BEGIN EXTRACTED MATERIAL
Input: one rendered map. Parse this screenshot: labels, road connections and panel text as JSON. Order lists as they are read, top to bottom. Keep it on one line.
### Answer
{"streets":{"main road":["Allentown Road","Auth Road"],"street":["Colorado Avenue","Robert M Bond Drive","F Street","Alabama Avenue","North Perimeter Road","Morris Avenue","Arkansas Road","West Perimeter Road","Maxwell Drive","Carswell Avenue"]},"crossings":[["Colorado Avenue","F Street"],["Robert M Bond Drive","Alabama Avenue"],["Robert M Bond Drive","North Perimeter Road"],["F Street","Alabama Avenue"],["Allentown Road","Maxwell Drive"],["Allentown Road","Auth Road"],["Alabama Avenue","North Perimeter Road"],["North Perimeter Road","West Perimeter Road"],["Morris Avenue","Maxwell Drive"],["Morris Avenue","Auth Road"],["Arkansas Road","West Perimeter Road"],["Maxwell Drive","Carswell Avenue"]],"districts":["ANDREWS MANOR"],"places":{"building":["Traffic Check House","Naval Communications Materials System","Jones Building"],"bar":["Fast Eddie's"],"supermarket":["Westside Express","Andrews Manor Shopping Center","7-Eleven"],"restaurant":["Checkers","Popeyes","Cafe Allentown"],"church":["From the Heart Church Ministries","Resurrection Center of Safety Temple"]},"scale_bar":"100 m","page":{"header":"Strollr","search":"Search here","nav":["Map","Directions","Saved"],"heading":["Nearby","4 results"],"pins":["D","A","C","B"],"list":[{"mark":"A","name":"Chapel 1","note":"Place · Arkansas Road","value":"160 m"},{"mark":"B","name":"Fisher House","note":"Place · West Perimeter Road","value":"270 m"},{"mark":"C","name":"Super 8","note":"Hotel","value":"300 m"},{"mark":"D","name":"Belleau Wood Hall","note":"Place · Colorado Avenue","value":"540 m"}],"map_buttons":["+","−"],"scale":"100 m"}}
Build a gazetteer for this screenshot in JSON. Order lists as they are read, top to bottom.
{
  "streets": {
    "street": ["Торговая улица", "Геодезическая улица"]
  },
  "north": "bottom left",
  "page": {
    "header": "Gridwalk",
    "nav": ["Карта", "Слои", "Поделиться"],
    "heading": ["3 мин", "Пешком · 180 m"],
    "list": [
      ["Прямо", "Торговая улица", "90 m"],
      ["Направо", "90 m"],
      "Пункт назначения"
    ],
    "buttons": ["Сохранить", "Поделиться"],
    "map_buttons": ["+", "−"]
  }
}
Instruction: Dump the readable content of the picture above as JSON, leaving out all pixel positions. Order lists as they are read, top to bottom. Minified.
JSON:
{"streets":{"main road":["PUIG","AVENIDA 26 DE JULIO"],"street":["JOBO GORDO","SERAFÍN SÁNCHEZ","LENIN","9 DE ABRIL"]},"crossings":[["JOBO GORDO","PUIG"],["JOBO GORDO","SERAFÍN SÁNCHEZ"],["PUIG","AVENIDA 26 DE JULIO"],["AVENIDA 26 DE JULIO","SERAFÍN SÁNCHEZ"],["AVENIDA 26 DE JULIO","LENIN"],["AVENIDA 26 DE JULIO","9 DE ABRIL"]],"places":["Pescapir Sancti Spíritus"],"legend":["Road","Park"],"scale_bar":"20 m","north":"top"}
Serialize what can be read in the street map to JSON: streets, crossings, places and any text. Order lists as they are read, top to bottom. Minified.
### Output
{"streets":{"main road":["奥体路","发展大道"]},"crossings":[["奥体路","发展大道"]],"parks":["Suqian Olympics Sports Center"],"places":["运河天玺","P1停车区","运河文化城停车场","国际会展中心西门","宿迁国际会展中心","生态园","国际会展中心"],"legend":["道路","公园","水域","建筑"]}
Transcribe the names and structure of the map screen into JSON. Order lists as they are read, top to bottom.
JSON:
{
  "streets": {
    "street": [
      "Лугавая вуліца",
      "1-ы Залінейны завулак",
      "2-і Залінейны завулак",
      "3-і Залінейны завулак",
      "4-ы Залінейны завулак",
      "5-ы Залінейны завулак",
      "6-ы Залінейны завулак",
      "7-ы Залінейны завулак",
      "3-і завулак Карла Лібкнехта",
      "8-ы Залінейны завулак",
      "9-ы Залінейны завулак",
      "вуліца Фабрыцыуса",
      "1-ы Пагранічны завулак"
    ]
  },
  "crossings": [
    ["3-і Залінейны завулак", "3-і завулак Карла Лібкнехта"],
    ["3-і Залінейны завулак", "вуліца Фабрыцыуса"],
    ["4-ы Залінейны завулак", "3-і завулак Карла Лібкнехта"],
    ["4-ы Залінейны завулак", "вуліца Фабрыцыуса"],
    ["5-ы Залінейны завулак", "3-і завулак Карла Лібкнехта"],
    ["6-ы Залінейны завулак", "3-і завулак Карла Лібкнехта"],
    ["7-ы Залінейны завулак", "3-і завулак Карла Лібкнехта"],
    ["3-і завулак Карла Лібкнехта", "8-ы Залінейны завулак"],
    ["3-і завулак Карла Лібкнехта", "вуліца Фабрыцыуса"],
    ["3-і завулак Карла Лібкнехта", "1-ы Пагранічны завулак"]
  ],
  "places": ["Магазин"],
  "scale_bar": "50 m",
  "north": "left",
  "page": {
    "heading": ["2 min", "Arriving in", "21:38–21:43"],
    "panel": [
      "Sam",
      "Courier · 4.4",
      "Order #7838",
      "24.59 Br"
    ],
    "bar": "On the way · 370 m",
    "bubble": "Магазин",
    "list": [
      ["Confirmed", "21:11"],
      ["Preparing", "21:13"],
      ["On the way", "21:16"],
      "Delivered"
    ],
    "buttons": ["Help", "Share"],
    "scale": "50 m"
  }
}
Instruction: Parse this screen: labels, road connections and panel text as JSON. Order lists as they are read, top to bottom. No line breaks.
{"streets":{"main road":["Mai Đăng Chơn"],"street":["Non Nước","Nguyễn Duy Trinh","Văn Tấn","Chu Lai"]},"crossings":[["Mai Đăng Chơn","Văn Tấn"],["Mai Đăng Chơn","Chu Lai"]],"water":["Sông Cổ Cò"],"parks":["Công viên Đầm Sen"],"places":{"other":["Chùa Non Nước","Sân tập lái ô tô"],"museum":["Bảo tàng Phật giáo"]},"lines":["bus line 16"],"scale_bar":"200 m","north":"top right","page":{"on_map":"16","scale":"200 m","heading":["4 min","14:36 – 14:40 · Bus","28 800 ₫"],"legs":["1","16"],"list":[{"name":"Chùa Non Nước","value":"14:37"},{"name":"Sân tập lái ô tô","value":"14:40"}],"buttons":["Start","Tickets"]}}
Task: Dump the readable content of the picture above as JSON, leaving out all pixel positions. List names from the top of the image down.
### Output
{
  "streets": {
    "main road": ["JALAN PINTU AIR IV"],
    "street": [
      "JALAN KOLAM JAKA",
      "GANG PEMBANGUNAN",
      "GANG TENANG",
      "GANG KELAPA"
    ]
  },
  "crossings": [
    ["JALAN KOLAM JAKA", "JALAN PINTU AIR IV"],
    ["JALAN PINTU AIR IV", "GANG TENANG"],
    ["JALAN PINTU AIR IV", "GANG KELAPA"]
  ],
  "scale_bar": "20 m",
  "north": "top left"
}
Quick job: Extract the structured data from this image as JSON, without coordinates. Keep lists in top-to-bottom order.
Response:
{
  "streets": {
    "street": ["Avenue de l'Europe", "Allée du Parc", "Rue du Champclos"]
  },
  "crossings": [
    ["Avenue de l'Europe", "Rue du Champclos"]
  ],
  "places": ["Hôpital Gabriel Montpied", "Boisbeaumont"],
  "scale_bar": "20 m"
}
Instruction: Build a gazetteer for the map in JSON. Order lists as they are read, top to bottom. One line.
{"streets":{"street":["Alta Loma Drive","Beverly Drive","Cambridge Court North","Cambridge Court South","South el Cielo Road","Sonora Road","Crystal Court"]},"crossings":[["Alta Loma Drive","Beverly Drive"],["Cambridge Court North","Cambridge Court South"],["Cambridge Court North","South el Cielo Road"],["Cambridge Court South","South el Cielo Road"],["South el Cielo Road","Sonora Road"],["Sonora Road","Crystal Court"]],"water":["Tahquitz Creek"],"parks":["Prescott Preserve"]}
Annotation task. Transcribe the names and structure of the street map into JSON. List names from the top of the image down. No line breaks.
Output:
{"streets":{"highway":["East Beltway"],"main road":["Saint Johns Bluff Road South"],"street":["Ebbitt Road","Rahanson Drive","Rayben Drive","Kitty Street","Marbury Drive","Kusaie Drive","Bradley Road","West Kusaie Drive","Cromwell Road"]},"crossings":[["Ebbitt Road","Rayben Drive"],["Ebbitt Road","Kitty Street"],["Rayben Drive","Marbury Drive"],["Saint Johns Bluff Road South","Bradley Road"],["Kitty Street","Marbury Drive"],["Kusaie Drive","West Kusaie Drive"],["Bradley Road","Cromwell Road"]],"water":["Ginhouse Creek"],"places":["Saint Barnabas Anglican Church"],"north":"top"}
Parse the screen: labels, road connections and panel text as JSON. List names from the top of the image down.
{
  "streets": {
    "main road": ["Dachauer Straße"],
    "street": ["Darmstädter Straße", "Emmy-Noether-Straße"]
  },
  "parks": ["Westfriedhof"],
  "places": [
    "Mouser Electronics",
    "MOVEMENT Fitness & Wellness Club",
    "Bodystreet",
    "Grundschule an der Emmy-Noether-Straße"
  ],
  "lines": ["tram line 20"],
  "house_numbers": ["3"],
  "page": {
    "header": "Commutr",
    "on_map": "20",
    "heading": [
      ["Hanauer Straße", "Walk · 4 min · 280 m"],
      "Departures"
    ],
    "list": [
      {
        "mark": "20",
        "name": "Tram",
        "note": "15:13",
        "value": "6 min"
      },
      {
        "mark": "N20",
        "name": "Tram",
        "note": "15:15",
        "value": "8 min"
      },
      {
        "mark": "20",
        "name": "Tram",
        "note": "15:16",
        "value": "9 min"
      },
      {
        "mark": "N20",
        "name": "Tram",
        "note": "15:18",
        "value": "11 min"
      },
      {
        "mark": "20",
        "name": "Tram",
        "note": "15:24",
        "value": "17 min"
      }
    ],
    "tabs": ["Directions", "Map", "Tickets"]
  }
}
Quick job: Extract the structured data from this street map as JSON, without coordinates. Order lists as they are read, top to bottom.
END EXTRACTED MATERIAL
__YOUR OBJECTIVE__:
A word-for-word copy of the lines above from the one with "Serialize what can" through the one with "Transcribe the names and structure of the map", inclusive, is the only output wanted.

__RESPONSE TO THE EXERCISE__:
Serialize what can be read in the street map to JSON: streets, crossings, places and any text. Order lists as they are read, top to bottom. Minified.
### Output
{"streets":{"main road":["奥体路","发展大道"]},"crossings":[["奥体路","发展大道"]],"parks":["Suqian Olympics Sports Center"],"places":["运河天玺","P1停车区","运河文化城停车场","国际会展中心西门","宿迁国际会展中心","生态园","国际会展中心"],"legend":["道路","公园","水域","建筑"]}
Transcribe the names and structure of the map screen into JSON. Order lists as they are read, top to bottom.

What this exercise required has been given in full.